* [PROBLEM STATEMENT]: Only the lines from the one containing "Please mark all labels, markers" to the end of the listing below are wanted, repeated exactly.

* [RECORDS SUPPLIED]:
§

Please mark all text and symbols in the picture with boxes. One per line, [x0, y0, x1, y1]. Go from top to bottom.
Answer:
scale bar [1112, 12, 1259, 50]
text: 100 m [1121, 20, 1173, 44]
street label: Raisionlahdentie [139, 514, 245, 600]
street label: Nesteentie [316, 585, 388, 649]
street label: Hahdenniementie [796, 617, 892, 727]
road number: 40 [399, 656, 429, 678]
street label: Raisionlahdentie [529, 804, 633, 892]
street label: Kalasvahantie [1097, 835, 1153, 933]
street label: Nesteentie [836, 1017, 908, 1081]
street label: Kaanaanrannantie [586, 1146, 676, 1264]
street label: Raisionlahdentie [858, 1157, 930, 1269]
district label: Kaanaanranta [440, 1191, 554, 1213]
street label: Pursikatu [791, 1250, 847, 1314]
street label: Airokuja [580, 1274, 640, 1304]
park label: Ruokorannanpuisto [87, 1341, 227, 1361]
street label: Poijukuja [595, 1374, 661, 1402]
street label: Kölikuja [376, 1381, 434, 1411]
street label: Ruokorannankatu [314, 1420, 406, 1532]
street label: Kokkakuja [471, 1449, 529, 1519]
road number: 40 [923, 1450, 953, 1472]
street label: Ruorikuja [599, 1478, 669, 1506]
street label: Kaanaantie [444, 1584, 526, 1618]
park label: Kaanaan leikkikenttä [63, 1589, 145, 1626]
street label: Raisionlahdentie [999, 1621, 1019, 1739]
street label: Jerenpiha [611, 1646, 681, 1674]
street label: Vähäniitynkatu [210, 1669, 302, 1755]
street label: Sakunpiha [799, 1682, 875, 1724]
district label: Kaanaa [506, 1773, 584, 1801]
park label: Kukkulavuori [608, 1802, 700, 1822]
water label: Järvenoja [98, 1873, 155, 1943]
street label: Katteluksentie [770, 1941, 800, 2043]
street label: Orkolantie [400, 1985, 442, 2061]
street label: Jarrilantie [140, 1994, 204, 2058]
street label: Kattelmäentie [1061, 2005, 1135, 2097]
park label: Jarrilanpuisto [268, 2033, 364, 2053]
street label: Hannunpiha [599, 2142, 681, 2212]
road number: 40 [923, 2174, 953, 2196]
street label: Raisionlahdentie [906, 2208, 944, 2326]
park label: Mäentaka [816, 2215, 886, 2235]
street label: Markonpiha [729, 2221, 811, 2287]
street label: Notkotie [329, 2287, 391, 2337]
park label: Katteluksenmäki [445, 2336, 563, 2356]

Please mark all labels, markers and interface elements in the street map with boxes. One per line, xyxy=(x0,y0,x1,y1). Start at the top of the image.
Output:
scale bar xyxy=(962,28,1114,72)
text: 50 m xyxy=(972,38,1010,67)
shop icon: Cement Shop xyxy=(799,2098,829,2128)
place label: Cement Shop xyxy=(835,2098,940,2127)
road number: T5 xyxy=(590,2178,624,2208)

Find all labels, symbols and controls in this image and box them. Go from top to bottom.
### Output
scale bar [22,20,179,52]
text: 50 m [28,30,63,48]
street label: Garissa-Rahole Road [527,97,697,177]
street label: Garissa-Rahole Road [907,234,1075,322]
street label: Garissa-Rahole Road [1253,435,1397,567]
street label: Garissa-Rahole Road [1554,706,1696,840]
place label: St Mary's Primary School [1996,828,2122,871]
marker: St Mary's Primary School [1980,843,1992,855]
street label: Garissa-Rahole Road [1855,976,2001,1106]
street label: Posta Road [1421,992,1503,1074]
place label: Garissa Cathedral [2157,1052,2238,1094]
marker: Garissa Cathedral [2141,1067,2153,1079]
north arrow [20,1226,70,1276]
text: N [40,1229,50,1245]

§

* [PROBLEM SOLUTION]:
Please mark all labels, markers and interface elements in the street map with boxes. One per line, xyxy=(x0,y0,x1,y1). Start at the top of the image.
Output:
scale bar xyxy=(962,28,1114,72)
text: 50 m xyxy=(972,38,1010,67)
shop icon: Cement Shop xyxy=(799,2098,829,2128)
place label: Cement Shop xyxy=(835,2098,940,2127)
road number: T5 xyxy=(590,2178,624,2208)

Find all labels, symbols and controls in this image and box them. Go from top to bottom.
### Output
scale bar [22,20,179,52]
text: 50 m [28,30,63,48]
street label: Garissa-Rahole Road [527,97,697,177]
street label: Garissa-Rahole Road [907,234,1075,322]
street label: Garissa-Rahole Road [1253,435,1397,567]
street label: Garissa-Rahole Road [1554,706,1696,840]
place label: St Mary's Primary School [1996,828,2122,871]
marker: St Mary's Primary School [1980,843,1992,855]
street label: Garissa-Rahole Road [1855,976,2001,1106]
street label: Posta Road [1421,992,1503,1074]
place label: Garissa Cathedral [2157,1052,2238,1094]
marker: Garissa Cathedral [2141,1067,2153,1079]
north arrow [20,1226,70,1276]
text: N [40,1229,50,1245]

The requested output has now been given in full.